Estoy haciéndome mayor. Es lo primero que he pensado cuando he visto la fecha en el calendario. Vaya por Dios. Lo malo de eso es que no tiene solución y la que tiene no me gusta. Mejor crecer, sin duda alguna. Pero andaba marcando la visita del médico en rojo, cuando he visto que hoy hace veinte años que entré a trabajar en Canal 9. Antes hubo prensa y radio local, que uno tiene su edad, pero aquel día de primavera en el que bajé la rampa hacia el desmedido edificio de hormigón de Televisión Valenciana marcó un antes y un después. Entraba en “la tele”.

Voy a decir una cosa y no es que me ciegue la pasión: la solemnidad y la ilusión efervescente de aquel día no se ha vuelto a repetir en otros platós con decorados más caros y mejor iluminados. Bien es cierto que entraba con veintitantos años y a esas edades uno se ciega con cualquier espumillón, pero fue aquel mayo del 97 fue mítico como dicen los chavales de hoy.

Al poco estaba haciendo reportajes de tiburones, señoras del Cabañal y talleres de fallas. Y sí, videos del calor con mucho bikini, que es lo que le pone cachondo a un editor de informativos, y mucho turista en terraza comiendo paella y helado de limón. Eso no ha cambiado. Tampoco es que los noticieros sean los documentales de la 2. Y ni falta que les hace, que con un poco de azúcar esa píldora que os dan, esa píldora que os dan... pasará mejor. Lo recuerdo así, que es lo que tiene la memoria adulterada.

Superados aquellos inicios de ilusión y espejismo, la tele mutó en trabajo. Qué suerte. Luego se convirtió en matrimonio, en una relación estable, un lugar en el que uno se movía cómodo por los platós y tranquilo por los pasillos. Si por mi padre fuera, me hubiera quedado más tiempo. Pero hay que reconciliarse con otros escenarios, los cambios son higiénicos.

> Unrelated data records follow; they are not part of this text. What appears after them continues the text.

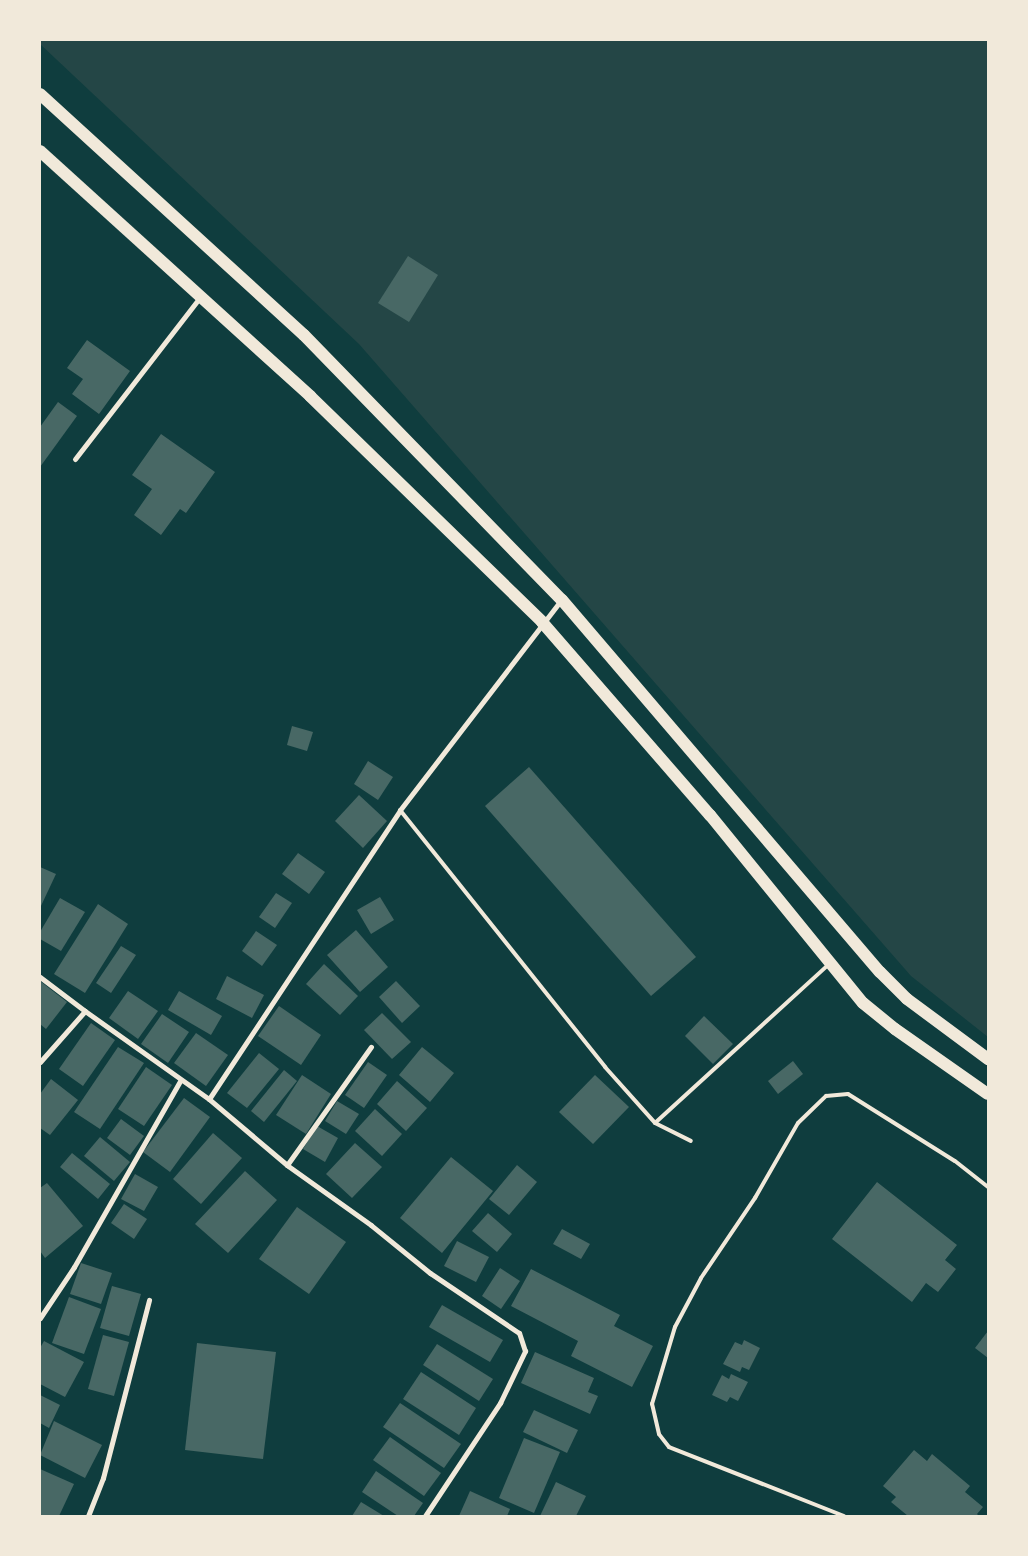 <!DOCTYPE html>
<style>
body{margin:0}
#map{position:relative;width:1028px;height:1556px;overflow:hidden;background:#0f3d3e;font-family:"Nunito Sans",sans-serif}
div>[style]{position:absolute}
.green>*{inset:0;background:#244646}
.building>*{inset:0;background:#486865}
.service>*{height:4px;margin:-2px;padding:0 2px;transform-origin:2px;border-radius:2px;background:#f1e9da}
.minor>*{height:5px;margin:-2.5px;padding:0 2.5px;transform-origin:2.5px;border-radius:2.5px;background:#f1e9da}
.primary>*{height:12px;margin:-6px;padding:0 6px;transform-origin:6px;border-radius:6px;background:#f1e9da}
span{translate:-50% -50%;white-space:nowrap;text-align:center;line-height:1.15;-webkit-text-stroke:4px #f1e9da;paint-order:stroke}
.frame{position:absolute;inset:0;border:41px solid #f1e9da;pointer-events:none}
</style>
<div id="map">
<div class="green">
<div style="clip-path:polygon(40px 40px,988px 40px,988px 1037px,911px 976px,359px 344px,40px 44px)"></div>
</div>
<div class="building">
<div style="clip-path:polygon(408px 256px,438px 275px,409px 322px,378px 303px)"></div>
<div style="clip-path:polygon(87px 340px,130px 371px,99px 414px,72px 394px,83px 379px,67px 368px)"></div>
<div style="clip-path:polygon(58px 402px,77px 416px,40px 467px,40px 427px)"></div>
<div style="clip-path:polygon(161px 434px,215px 472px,186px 513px,180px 509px,161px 535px,134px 515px,152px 489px,132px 475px)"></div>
<div style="clip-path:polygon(292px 726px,313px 732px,307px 751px,287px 745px)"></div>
<div style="clip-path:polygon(368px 761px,393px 777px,378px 800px,354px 784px)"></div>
<div style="clip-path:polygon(529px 767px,696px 957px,651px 996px,485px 806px)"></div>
<div style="clip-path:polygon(359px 795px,387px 821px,363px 848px,335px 821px)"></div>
<div style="clip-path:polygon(298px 853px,325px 872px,309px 894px,282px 874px)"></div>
<div style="clip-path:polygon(40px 867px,56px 874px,40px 908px)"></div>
<div style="clip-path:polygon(276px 893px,292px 903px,275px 928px,259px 917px)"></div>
<div style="clip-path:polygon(380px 897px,394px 920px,371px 934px,357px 910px)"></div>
<div style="clip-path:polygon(60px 898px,85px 912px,61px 951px,40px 939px,40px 932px)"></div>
<div style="clip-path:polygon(98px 904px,128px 924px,85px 993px,54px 974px)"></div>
<div style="clip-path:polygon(356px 930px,388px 967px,360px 992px,327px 955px)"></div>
<div style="clip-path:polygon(256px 931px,277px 945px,262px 966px,242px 951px)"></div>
<div style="clip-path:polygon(121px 946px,136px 955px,111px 993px,96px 983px)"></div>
<div style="clip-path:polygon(324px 964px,358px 996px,340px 1015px,306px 984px)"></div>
<div style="clip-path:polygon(227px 976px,264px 995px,252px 1018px,216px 999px)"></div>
<div style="clip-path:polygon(40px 981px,67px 1002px,46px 1029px,40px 1024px)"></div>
<div style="clip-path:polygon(396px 981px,420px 1006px,402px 1023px,379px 997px)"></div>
<div style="clip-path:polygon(128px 991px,158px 1011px,138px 1039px,109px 1018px)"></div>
<div style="clip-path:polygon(179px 991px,222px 1016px,211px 1035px,168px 1010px)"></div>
<div style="clip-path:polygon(279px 1006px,321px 1035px,301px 1065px,258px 1036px)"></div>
<div style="clip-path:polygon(382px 1013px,411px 1042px,392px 1059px,364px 1030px)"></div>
<div style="clip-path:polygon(162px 1014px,189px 1032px,168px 1063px,141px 1044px)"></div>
<div style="clip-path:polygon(704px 1016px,733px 1044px,713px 1064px,685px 1036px)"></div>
<div style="clip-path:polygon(91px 1023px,115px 1040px,83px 1086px,59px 1069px)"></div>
<div style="clip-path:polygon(196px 1033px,228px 1055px,206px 1086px,174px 1063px)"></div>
<div style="clip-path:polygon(118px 1047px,144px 1063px,100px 1129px,74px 1112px)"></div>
<div style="clip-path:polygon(422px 1047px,454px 1073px,430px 1102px,399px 1075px)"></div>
<div style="clip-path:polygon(259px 1053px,279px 1069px,247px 1108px,227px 1093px)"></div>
<div style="clip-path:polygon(793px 1061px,803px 1074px,778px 1094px,768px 1081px)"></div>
<div style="clip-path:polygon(368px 1062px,387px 1075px,364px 1108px,345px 1095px)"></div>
<div style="clip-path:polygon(146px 1067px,172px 1085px,144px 1126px,118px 1109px)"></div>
<div style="clip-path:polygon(284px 1070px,297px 1081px,264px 1122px,251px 1111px)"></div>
<div style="clip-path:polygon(302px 1075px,331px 1094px,306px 1134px,276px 1115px)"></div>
<div style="clip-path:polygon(595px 1075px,629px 1107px,593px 1144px,559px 1112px)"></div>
<div style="clip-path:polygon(51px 1079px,78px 1100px,50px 1135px,40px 1128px,40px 1094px)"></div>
<div style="clip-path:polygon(397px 1081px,427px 1108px,406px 1131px,377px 1104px)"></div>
<div style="clip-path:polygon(184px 1098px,210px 1117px,170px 1172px,143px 1152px)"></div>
<div style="clip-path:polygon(337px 1101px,359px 1114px,346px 1134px,325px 1121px)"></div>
<div style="clip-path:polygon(375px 1109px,402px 1134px,382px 1156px,355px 1131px)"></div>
<div style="clip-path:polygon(121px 1119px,144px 1136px,130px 1155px,107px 1138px)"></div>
<div style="clip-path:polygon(317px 1126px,338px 1138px,325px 1162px,303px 1149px)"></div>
<div style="clip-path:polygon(213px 1133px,242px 1158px,201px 1204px,173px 1179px)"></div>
<div style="clip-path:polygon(100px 1137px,130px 1162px,114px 1181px,84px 1156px)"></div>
<div style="clip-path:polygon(355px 1143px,382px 1167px,352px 1198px,326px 1174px)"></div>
<div style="clip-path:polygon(72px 1153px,110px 1184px,98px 1199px,60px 1167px)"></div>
<div style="clip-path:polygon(451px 1157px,493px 1191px,442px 1253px,400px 1218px)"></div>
<div style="clip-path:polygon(517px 1165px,537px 1182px,509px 1215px,489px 1199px)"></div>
<div style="clip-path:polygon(245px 1171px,277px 1200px,228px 1253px,195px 1224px)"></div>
<div style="clip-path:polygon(135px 1174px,158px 1187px,144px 1211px,121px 1199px)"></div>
<div style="clip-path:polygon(877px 1182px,957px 1245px,945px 1260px,956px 1269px,938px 1292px,926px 1283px,912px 1302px,832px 1239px)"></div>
<div style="clip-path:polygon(47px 1183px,83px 1226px,45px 1258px,40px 1251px,40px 1188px)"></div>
<div style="clip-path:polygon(124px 1204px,147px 1219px,134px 1239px,111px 1223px)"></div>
<div style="clip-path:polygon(297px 1207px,346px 1242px,309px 1294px,259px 1259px)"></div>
<div style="clip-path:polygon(488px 1213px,512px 1234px,497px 1252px,472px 1231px)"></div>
<div style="clip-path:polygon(562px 1229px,590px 1244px,581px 1259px,553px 1244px)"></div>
<div style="clip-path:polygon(457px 1241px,489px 1257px,476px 1282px,444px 1266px)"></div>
<div style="clip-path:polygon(81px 1263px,112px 1273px,101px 1304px,70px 1294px)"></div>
<div style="clip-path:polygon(500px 1268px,520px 1281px,501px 1309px,482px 1296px)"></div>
<div style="clip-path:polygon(531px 1269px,620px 1315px,614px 1326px,653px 1346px,632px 1387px,571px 1356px,578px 1341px,511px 1306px)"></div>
<div style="clip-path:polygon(112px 1286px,141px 1294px,129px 1336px,100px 1328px)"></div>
<div style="clip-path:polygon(69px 1297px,101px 1309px,84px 1354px,52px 1343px)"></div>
<div style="clip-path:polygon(442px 1305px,503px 1340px,490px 1362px,429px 1327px)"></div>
<div style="clip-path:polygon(988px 1331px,988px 1358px,975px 1348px)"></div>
<div style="clip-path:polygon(103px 1335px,129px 1342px,114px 1396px,88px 1389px)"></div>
<div style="clip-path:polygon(744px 1340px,760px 1348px,749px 1370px,742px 1367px,740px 1372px,723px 1364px,735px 1342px,742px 1345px)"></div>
<div style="clip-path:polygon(44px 1341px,84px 1362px,65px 1397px,40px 1384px,40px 1348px)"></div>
<div style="clip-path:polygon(197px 1343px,276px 1352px,263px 1459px,185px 1450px)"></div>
<div style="clip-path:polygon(437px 1344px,493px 1379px,479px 1401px,423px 1365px)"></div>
<div style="clip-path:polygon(535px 1352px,594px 1378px,588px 1392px,598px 1396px,590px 1414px,521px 1383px)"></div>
<div style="clip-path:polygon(421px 1372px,476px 1408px,459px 1435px,403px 1399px)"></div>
<div style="clip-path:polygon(731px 1374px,748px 1382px,738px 1401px,730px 1397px,727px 1402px,712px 1395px,722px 1375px,729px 1379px)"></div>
<div style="clip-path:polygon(40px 1395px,60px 1405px,49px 1428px,40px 1423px)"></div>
<div style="clip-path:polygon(400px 1403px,461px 1444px,444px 1468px,383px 1427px)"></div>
<div style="clip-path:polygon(534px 1410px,578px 1430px,567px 1453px,523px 1432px)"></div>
<div style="clip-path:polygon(54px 1421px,102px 1445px,85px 1478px,40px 1455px)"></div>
<div style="clip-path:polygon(390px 1437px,441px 1473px,424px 1496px,373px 1460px)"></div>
<div style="clip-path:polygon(524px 1438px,560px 1452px,534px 1513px,499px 1498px)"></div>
<div style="clip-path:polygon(914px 1450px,927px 1461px,932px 1454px,970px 1486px,965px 1492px,983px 1507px,977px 1514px,979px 1516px,908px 1516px,891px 1502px,896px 1497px,883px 1486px)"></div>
<div style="clip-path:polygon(40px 1469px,74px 1484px,59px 1516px,40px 1516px)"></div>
<div style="clip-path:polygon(376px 1471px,423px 1503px,414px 1516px,398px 1516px,362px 1492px)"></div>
<div style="clip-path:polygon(556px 1482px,586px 1496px,576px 1516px,540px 1516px)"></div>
<div style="clip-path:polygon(470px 1491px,510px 1509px,507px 1516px,459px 1516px)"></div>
<div style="clip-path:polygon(361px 1502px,384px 1516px,352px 1516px)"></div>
</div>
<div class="service">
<div style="left:400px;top:810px;width:329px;rotate:51.4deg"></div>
<div style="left:605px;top:1067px;width:75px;rotate:48.2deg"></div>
<div style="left:655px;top:1123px;width:40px;rotate:26.6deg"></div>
<div style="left:655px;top:1123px;width:236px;rotate:-42.4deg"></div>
<div style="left:844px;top:1516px;width:188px;rotate:-158.5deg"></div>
<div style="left:669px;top:1447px;width:16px;rotate:-128deg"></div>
<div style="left:659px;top:1434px;width:31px;rotate:-103deg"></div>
<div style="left:652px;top:1404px;width:80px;rotate:-73.4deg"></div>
<div style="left:675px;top:1327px;width:55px;rotate:-62deg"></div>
<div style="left:701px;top:1278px;width:97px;rotate:-56deg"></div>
<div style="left:755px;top:1198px;width:86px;rotate:-60.2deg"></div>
<div style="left:798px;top:1123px;width:39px;rotate:-44deg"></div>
<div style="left:826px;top:1096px;width:22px;rotate:-5deg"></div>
<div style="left:848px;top:1094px;width:126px;rotate:32.1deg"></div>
<div style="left:955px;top:1161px;width:42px;rotate:38.2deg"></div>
</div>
<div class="minor">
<div style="left:75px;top:459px;width:205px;rotate:-52.3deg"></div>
<div style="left:40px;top:977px;width:56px;rotate:37.1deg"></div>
<div style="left:40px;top:1062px;width:68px;rotate:-48.6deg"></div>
<div style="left:85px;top:1011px;width:152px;rotate:35.4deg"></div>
<div style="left:287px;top:1165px;width:145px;rotate:-54.6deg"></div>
<div style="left:40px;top:1318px;width:61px;rotate:-56.3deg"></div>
<div style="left:74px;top:1267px;width:214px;rotate:-60.3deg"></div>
<div style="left:88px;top:1516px;width:41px;rotate:-68.5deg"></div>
<div style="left:103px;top:1478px;width:184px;rotate:-75.5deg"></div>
<div style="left:425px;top:1516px;width:136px;rotate:-56.4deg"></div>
<div style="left:500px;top:1403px;width:58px;rotate:-64.3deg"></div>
<div style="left:525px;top:1351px;width:19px;rotate:-108deg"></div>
<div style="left:519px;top:1333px;width:107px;rotate:-146deg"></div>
<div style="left:430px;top:1273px;width:76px;rotate:-140.9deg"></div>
<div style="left:371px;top:1225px;width:103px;rotate:-144.5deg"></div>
<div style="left:287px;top:1165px;width:102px;rotate:-139.8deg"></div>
<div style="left:209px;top:1099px;width:346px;rotate:-56.5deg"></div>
<div style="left:400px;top:810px;width:265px;rotate:-52.5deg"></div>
</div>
<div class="primary">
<div style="left:40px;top:94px;width:357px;rotate:42.4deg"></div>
<div style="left:304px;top:335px;width:370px;rotate:45.8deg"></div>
<div style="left:562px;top:600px;width:489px;rotate:49.5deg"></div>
<div style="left:880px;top:972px;width:38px;rotate:45deg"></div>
<div style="left:907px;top:999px;width:101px;rotate:36.5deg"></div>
<div style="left:40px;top:151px;width:365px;rotate:42.2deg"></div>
<div style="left:310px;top:396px;width:324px;rotate:44.2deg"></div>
<div style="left:542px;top:622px;width:256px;rotate:49deg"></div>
<div style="left:710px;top:815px;width:242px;rotate:50.9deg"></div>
<div style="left:863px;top:1003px;width:41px;rotate:39.1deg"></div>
<div style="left:895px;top:1029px;width:113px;rotate:35deg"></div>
</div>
<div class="frame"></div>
</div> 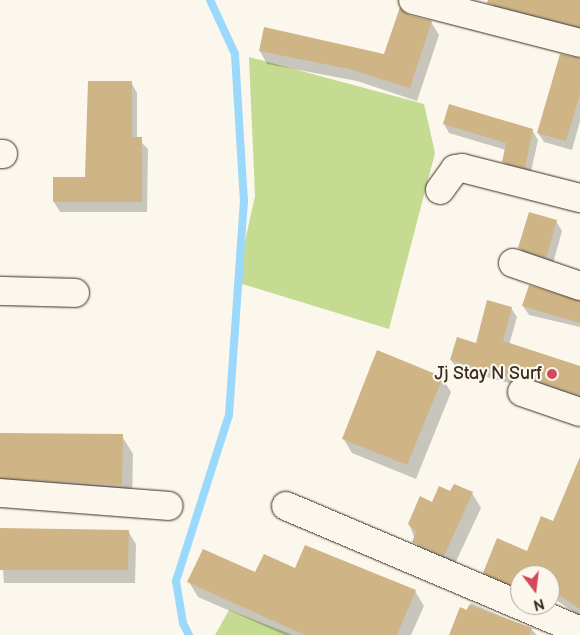 <!DOCTYPE html>
<html>
<head>
<meta charset="utf-8">
<style>
  body { margin:0 }
  #map { position:relative; width:580px; height:635px; overflow:hidden; background:#fbf7ec; font-family:"Balsamiq Sans",sans-serif }
  div>[style] { position:absolute }
  .green>* { inset:0; background:#c5db91 }
  .shadow>* { inset:0; background:#0003 }
  .stream>* { height:8px; margin:-4px; padding:0 4px; transform-origin:4px; border-radius:4px; background:#9ad9fc }
  .building>* { inset:0; background:#cfb485 }
  .roads { filter:drop-shadow(0 0 1px #3b2a1e) drop-shadow(0 0 1px #3b2a1e) }
  .minor>* { height:28px; margin:-14px; padding:0 14px; transform-origin:14px; border-radius:14px; background:#fbf7ec }
  .dots>* { width:14px; height:14px; translate:-50% -50%; box-sizing:border-box; border:2px solid #fbf7ec; border-radius:50% }
  span { translate:-50% -50%; white-space:nowrap; text-align:center; line-height:1.15; -webkit-text-stroke:4.5px #fbf7ec; paint-order:stroke }
  .poi-label { font-size:18px; color:#3b2a1e }
  .right { translate:-100% -50%; text-align:right }
  .north { position:absolute; left:510px; top:565px; width:50px; height:50px; box-sizing:border-box; background:#fbf7ec; border:1px solid #aea59a; border-radius:50%; rotate:165deg; font-size:14px; font-weight:700; line-height:20px; text-align:center; color:#3b2a1e }
  .north::after { content:''; display:block; margin:auto; width:18px; height:22px; background:#d1495b; clip-path:polygon(50% 0,100% 100%,50% 72%,0 100%) }
</style>
</head>
<body>
<div id="map">
  <div class="green">
    <div style="clip-path:polygon(249px 57px,424px 104px,435px 153px,389px 329px,236px 282px,255px 196px)"></div>
    <div style="clip-path:polygon(229px 610px,293px 635px,215px 635px)"></div>
  </div>
  <div class="shadow">
    <div style="clip-path:polygon(491px 0,580px 0,580px 35px,496px 13px)"></div>
    <div style="clip-path:polygon(408px 16px,431px 22px,439px 35px,417px 101px,357px 81px,267px 64px,260px 51px,385px 55px)"></div>
    <div style="clip-path:polygon(580px 58px,580px 121px,572px 150px,544px 142px,538px 133px)"></div>
    <div style="clip-path:polygon(131px 82px,137px 93px,137px 138px,148px 149px,147px 212px,60px 212px,54px 202px,87px 178px)"></div>
    <div style="clip-path:polygon(444px 124px,532px 130px,538px 140px,530px 176px,509px 171px,504px 162px,506px 150px,449px 133px)"></div>
    <div style="clip-path:polygon(556px 221px,562px 231px,552px 267px,526px 258px,520px 248px)"></div>
    <div style="clip-path:polygon(580px 301px,580px 327px,529px 315px,523px 306px)"></div>
    <div style="clip-path:polygon(511px 308px,517px 317px,509px 345px,580px 367px,580px 402px,457px 369px,451px 360px,477px 344px)"></div>
    <div style="clip-path:polygon(442px 378px,451px 392px,416px 479px,352px 453px,343px 438px)"></div>
    <div style="clip-path:polygon(0 434px,122px 436px,133px 454px,132px 503px,0 501px)"></div>
    <div style="clip-path:polygon(451px 493px,472px 493px,481px 508px,452px 570px,422px 557px,409px 524px)"></div>
    <div style="clip-path:polygon(0 530px,128px 531px,136px 544px,135px 583px,4px 583px)"></div>
    <div style="clip-path:polygon(527px 552px,580px 568px,580px 616px,556px 600px,551px 610px,550px 575px,520px 575px,520px 597px,491px 585px,484px 573px)"></div>
    <div style="clip-path:polygon(296px 569px,415px 591px,424px 606px,411px 635px,285px 635px,198px 597px,189px 582px)"></div>
    <div style="clip-path:polygon(471px 603px,531px 629px,537px 635px,450px 635px)"></div>
  </div>
  <div class="stream">
    <div style="left:189px;top:635px;width:13px;rotate:-117deg"></div>
    <div style="left:183px;top:623px;width:43px;rotate:-99.5deg"></div>
    <div style="left:176px;top:581px;width:174px;rotate:-72.3deg"></div>
    <div style="left:229px;top:415px;width:214px;rotate:-86deg"></div>
    <div style="left:244px;top:202px;width:148px;rotate:-93.5deg"></div>
    <div style="left:235px;top:54px;width:60px;rotate:-114.8deg"></div>
  </div>
  <div class="building">
    <div style="clip-path:polygon(488px 0,580px 0,580px 27px,487px 3px)"></div>
    <div style="clip-path:polygon(400px 7px,409px 15px,432px 21px,410px 88px,349px 69px,259px 51px,264px 27px,384px 54px)"></div>
    <div style="clip-path:polygon(560px 54px,580px 58px,580px 94px,566px 141px,537px 133px)"></div>
    <div style="clip-path:polygon(88px 81px,132px 81px,132px 137px,142px 137px,142px 202px,53px 202px,53px 177px,85px 177px)"></div>
    <div style="clip-path:polygon(449px 104px,533px 129px,525px 168px,502px 162px,506px 143px,443px 124px)"></div>
    <div style="clip-path:polygon(529px 212px,557px 220px,546px 258px,518px 248px)"></div>
    <div style="clip-path:polygon(529px 285px,580px 301px,580px 323px,522px 306px)"></div>
    <div style="clip-path:polygon(487px 300px,512px 307px,503px 341px,580px 366px,580px 395px,527px 377px,514px 379px,450px 360px,457px 337px,476px 343px)"></div>
    <div style="clip-path:polygon(377px 350px,443px 377px,407px 465px,342px 439px)"></div>
    <div style="clip-path:polygon(0 433px,123px 434px,122px 485px,0 478px)"></div>
    <div style="clip-path:polygon(580px 457px,580px 609px,550px 589px,550px 575px,520px 575px,520px 589px,483px 573px,497px 538px,527px 551px,541px 516px,553px 521px)"></div>
    <div style="clip-path:polygon(454px 484px,473px 492px,444px 556px,412px 542px,416px 532px,408px 524px,420px 496px,432px 502px,439px 486px,450px 491px)"></div>
    <div style="clip-path:polygon(0 528px,129px 530px,128px 570px,0 570px)"></div>
    <div style="clip-path:polygon(305px 545px,416px 590px,397px 635px,305px 635px,187px 582px,203px 549px,255px 572px,264px 554px,295px 568px)"></div>
    <div style="clip-path:polygon(469px 605px,532px 628px,529px 635px,449px 635px,460px 607px,467px 610px)"></div>
  </div>
  <div class="roads">
    <div class="minor">
      <div style="left:413px;top:0;width:172px;rotate:14.4deg"></div>
      <div style="left:0;top:154px;width:3px"></div>
      <div style="left:440px;top:190px;width:26px;rotate:-54deg"></div>
      <div style="left:455px;top:169px;width:7px;rotate:-8deg"></div>
      <div style="left:462px;top:168px;width:122px;rotate:14.3deg"></div>
      <div style="left:513px;top:263px;width:71px;rotate:18.9deg"></div>
      <div style="left:0;top:291px;width:75px;rotate:1.5deg"></div>
      <div style="left:522px;top:392px;width:61px;rotate:19deg"></div>
      <div style="left:0;top:493px;width:169px;rotate:4.4deg"></div>
      <div style="left:286px;top:506px;width:319px;rotate:23deg"></div>
    </div>
  </div>
  <div class="dots">
    <div style="left:552px;top:374px;background:#d1495b"></div>
  </div>
  <div class="poi-label">
    <span class="right" style="left:542px;top:374px">Jj Stay N Surf</span>
  </div>
  <div class="north">N</div>
</div>
</body>
</html>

Cuando salíamos de aquella redacción de informativos de fin de semana de 1997, nos íbamos a la Malva-rosa, a cenar al fresco y comentar hazañas entre reporteros primerizos. Nos quejábamos del jefe como buenos compañeros y brindábamos por el futuro. “El día de mañana”, decíamos. Ay. El día de mañana es hoy. Hoy precisamente, que tengo visita en el médico para una cosita digestiva. Veinte años no es nada. Nada para el tango, porque para la salud son un lastre.

Si los artículos tuvieran banda sonora, ahora mismo estaría oyendo las risas de aquel equipo y las olas del mar rompiendo en la orilla. Y cómo, también, en una de esas noches, un tipo con máscara vino gateando a donde estábamos mirando la luna de Valencia y nos robó las mochilas. “Y ahora, ¿cómo volvemos?”. Resultado periodístico de hace veinte años: “De esto, amigos, hacemos un reportaje, que no sea por no informar”. Va por ellos. Sentir que es un soplo la vida, errante en las sombras te busca y te nombra. Vivir.